## Aim of the exercise
In your copy of the data, include no pictures and alter nothing else.

## Given information
········

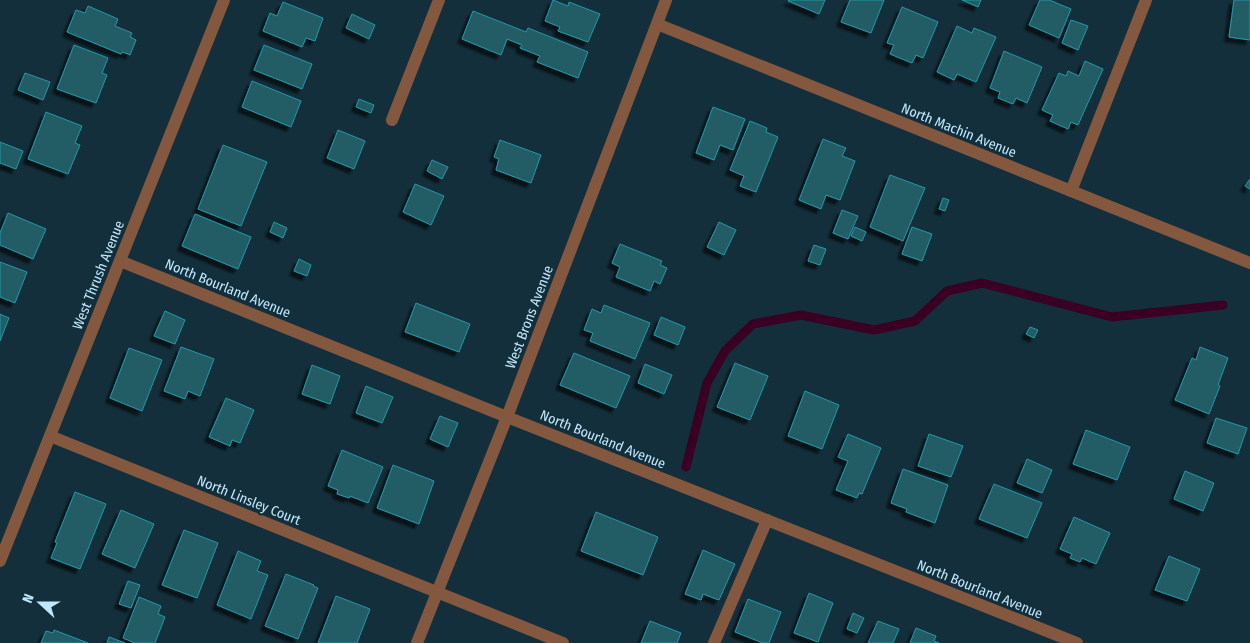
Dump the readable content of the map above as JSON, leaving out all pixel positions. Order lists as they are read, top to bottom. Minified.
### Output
{"streets":{"street":["North Machin Avenue","West Thrush Avenue","North Bourland Avenue","West Brons Avenue","North Linsley Court"]},"crossings":[["North Machin Avenue","West Brons Avenue"],["West Thrush Avenue","North Bourland Avenue"],["West Thrush Avenue","North Linsley Court"],["North Bourland Avenue","West Brons Avenue"],["West Brons Avenue","North Linsley Court"]],"north":"left"}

········

## Answer below
Dump the readable content of the map above as JSON, leaving out all pixel positions. Order lists as they are read, top to bottom. Minified.
### Output
{"streets":{"street":["North Machin Avenue","West Thrush Avenue","North Bourland Avenue","West Brons Avenue","North Linsley Court"]},"crossings":[["North Machin Avenue","West Brons Avenue"],["West Thrush Avenue","North Bourland Avenue"],["West Thrush Avenue","North Linsley Court"],["North Bourland Avenue","West Brons Avenue"],["West Brons Avenue","North Linsley Court"]],"north":"left"}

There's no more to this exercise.